At the recent amazing workshops with Jesse Stainbridge in London, some of my fellow teachers and I were talking about dance habits, and the levels of seriousness students bring to class. Many students come to class to have fun and shimmy away a weeknight and others fall in love with the dance and let it become a big part of their lives. Both kinds of students are important, but if you are the later, how do you go from just dancing to being a dancer?
The answer is devotion and discipline. Prioritising the dance, letting consistent practice be a kind of meditation, and leaving your ego out of it. Concretely, what does this mean? I’ll share a bit of my journey.
When I first tried ATS®, I was overwhelmed by it all. The only thing I could do at first was zill, and not very well. Since I didn’t have a regular teacher, I had to rely on the DVDs to practice and I became overly reliant on visual prompts and drilling. I was in a rut, I’d reached a plateau after daily drilling for a couple of years.
I used Carolena’s first book, The Art of Belly Dance, to begin a dance practice. It came with zills that I used for years until I upgraded to Saroyans! Her suggestions and pictures in this book prompted me to rely less on visual based drilling and just let the moves come from me. I wasn’t just dancing, I was becoming a dancer.
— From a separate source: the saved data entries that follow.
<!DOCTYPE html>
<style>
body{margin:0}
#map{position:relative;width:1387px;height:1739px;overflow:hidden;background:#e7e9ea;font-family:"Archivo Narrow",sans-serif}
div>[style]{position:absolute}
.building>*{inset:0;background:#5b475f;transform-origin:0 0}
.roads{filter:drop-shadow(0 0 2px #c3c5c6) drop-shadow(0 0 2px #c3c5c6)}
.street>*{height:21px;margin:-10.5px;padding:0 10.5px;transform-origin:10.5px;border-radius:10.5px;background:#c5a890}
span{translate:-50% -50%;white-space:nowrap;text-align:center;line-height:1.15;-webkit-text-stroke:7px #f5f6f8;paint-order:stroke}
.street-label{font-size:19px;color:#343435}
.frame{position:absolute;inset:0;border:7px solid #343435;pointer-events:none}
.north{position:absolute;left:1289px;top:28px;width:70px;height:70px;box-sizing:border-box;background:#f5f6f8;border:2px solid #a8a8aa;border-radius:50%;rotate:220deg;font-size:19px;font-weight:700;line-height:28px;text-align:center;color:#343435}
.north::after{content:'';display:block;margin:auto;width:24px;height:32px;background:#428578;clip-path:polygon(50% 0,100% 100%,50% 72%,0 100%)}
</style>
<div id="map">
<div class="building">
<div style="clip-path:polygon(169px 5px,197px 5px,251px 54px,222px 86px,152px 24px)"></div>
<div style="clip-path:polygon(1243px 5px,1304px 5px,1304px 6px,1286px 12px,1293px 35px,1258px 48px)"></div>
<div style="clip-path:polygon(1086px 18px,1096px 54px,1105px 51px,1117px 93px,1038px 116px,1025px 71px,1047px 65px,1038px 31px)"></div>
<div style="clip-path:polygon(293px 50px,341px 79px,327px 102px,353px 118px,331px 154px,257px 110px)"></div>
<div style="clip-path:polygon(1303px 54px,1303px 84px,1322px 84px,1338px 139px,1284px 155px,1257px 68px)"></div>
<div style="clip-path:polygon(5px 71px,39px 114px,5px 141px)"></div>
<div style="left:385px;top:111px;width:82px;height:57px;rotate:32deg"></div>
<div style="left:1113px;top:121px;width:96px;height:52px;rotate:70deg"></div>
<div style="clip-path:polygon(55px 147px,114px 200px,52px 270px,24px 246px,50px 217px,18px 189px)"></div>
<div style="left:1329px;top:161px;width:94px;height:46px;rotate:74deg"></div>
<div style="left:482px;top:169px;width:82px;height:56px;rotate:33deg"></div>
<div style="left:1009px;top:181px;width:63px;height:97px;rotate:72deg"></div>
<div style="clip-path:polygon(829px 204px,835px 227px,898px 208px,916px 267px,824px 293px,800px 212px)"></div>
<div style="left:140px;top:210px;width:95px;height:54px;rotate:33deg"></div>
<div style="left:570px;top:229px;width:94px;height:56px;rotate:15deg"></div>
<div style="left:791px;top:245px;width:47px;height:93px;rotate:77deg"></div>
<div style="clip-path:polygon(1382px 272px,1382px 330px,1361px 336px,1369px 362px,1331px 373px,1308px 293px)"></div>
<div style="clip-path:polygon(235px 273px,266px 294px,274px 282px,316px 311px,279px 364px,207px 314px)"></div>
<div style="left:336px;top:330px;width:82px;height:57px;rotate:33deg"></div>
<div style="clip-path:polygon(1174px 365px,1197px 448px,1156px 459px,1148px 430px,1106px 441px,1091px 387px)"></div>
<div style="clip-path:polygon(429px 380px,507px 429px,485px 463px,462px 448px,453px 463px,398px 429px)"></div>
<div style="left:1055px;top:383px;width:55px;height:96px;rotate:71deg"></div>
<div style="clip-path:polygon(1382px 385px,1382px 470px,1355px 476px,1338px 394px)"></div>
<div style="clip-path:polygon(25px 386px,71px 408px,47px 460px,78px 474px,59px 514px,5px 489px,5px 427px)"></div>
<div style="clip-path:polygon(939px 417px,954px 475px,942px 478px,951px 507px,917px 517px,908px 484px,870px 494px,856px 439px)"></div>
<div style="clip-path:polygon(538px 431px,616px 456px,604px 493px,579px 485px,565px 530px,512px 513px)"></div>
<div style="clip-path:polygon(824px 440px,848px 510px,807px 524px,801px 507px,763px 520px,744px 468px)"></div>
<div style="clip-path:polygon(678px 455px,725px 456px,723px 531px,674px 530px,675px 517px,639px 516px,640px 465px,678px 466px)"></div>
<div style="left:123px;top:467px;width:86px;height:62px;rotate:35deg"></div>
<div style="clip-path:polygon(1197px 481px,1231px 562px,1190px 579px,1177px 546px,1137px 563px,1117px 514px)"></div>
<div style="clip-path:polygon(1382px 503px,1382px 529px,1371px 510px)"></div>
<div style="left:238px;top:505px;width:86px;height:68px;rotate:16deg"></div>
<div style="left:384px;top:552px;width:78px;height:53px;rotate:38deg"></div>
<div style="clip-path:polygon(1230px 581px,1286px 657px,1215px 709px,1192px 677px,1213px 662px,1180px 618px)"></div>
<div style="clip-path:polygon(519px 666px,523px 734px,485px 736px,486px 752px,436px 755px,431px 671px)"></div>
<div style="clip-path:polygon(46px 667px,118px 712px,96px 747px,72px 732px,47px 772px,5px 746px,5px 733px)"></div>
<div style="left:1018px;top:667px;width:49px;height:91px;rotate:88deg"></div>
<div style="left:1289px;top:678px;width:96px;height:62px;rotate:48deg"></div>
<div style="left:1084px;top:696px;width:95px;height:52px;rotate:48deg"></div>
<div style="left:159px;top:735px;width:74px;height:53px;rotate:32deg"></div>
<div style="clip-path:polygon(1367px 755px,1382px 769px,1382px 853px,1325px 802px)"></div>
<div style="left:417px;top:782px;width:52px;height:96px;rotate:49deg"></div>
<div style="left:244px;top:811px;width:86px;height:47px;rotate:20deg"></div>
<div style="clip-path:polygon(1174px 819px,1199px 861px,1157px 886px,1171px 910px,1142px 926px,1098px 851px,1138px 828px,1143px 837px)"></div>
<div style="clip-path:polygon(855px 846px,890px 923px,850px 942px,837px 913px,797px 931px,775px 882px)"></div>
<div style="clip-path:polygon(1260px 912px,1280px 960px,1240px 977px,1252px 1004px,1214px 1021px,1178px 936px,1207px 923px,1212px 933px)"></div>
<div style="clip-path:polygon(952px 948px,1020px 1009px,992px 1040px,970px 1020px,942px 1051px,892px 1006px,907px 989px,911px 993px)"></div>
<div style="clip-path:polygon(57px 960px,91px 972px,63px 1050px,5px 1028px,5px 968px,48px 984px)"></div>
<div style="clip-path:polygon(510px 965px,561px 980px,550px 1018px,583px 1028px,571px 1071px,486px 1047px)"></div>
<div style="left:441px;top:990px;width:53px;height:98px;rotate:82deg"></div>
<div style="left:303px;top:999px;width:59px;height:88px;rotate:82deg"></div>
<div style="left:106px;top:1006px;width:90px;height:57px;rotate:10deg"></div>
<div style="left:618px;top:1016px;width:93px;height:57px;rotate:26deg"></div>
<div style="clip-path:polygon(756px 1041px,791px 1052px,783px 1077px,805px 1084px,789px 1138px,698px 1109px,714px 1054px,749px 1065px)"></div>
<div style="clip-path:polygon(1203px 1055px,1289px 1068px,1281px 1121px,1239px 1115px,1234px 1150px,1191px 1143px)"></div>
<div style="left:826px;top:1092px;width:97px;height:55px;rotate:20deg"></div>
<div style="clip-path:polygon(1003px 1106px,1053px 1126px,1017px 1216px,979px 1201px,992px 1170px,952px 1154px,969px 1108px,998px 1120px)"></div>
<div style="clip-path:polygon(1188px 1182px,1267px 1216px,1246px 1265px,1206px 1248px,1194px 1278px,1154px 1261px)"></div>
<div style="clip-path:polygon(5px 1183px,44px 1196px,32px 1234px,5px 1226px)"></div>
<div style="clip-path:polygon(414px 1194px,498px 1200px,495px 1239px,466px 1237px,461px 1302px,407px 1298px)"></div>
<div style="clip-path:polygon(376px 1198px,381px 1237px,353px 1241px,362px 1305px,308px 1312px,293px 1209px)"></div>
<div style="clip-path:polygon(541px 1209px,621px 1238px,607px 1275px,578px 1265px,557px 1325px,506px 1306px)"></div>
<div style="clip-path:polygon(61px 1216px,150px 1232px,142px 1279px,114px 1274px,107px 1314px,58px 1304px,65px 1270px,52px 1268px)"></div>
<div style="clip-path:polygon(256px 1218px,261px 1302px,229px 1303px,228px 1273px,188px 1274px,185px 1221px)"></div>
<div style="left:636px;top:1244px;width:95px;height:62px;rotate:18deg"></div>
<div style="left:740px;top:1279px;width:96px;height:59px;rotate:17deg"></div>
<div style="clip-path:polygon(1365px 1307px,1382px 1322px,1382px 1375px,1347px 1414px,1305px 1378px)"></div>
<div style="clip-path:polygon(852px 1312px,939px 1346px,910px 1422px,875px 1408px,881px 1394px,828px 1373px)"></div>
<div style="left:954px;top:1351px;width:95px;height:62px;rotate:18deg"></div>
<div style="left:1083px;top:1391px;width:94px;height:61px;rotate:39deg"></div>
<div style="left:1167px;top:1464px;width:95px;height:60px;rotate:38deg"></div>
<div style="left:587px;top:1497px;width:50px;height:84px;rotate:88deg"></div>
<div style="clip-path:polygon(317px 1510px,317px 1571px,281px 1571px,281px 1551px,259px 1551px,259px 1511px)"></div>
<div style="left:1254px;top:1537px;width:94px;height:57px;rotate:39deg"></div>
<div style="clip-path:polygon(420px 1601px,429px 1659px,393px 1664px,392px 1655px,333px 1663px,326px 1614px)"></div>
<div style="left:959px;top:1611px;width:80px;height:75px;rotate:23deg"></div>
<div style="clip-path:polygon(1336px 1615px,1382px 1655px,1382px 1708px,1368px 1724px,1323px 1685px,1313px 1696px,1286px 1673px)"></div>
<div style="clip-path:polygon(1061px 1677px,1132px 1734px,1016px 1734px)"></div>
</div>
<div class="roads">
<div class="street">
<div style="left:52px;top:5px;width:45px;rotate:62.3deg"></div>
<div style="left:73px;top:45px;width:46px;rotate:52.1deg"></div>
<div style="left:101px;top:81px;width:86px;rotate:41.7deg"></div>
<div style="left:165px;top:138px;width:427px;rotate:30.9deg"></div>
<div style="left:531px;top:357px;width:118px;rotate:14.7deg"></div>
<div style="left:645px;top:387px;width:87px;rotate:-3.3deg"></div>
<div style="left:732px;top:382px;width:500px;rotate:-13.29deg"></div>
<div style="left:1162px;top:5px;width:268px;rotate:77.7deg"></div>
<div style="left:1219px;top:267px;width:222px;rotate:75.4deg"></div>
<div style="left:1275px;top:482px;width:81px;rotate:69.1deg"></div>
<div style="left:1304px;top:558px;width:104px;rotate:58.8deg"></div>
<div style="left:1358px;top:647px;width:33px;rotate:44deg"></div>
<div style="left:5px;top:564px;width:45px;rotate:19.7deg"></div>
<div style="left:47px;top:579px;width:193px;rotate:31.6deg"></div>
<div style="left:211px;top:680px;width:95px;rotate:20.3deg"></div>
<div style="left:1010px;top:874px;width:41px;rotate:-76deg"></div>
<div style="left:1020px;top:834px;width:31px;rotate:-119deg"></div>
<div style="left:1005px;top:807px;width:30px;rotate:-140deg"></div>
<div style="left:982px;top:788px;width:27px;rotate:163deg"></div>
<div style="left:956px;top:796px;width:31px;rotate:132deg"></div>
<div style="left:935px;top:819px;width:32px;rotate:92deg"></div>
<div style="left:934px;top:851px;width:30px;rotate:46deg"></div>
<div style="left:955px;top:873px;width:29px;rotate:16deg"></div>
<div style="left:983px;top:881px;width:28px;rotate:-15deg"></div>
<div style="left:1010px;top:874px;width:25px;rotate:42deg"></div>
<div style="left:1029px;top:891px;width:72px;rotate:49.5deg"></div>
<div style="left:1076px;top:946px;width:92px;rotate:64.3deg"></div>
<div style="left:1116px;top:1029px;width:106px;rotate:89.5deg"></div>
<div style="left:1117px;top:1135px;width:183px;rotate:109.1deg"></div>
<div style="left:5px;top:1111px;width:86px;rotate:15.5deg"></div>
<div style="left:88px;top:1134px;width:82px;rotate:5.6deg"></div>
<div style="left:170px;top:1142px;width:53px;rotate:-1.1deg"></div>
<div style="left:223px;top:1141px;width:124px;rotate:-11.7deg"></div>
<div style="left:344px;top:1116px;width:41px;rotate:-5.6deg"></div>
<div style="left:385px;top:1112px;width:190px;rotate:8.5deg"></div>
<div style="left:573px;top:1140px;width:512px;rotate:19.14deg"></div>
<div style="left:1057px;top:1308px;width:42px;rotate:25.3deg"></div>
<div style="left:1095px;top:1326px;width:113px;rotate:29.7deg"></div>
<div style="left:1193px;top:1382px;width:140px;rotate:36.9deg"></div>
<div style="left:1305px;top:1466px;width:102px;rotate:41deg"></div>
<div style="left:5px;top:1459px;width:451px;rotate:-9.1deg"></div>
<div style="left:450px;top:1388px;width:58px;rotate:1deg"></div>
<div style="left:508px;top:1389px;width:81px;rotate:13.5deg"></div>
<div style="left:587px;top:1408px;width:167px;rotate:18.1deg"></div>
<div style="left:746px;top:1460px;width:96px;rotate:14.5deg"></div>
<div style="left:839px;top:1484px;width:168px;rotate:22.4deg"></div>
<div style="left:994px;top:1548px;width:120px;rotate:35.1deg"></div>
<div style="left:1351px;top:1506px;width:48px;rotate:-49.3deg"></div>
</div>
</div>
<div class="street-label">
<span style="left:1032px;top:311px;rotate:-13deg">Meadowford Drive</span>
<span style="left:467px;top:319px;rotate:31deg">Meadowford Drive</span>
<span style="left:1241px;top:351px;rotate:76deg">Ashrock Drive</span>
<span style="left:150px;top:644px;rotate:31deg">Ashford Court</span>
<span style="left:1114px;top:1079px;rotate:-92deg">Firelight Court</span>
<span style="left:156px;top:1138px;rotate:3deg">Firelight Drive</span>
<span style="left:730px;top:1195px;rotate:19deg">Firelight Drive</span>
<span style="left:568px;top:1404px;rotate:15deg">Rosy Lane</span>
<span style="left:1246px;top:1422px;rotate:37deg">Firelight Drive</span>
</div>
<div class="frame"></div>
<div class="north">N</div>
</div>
The next step was taking control of my dance, looking at it objectively and organizing my movement vocabulary. Just like when I learned to speak Spanish and was increasing my vocabulary, I used flash cards to keep track of the movements in the dance. Using the master list generously created by Marwen/Julie de St Blanquat, I made a deck. Each movement had a card, colour coded between fast, slow and multi-dancer combinations. (For several years I was dancing this group dance form alone and those group combos were saved for a day when I had others to dance with).
I started to collect songs into playlists using Spotify. These were any song that would draw the dance out of me, from Johnny Cash’s Hurt to Outkast’s Hey Ya, as well as other traditional songs. I would never perform using these pop songs but they were great to get me dancing. I would draw a couple of cards from my pack and dance them to these songs, working on transitions and musicality– did this move go with parts of the song I was dancing to? If not, why? Everything became an experiment and I stopped worrying about getting technique perfect, I just trusted it was there. I was becoming a dancer.
I would note down on the card any revelations I had while dancing, anything I wanted to clarify when I met with a teacher, anything I knew I needed to work on. I still have these cards but I don’t use them in my practice anymore. The movements have become completely organic, part of me, a dancer.
How has your practice changed over your dance journey? When did you consider yourself a dancer?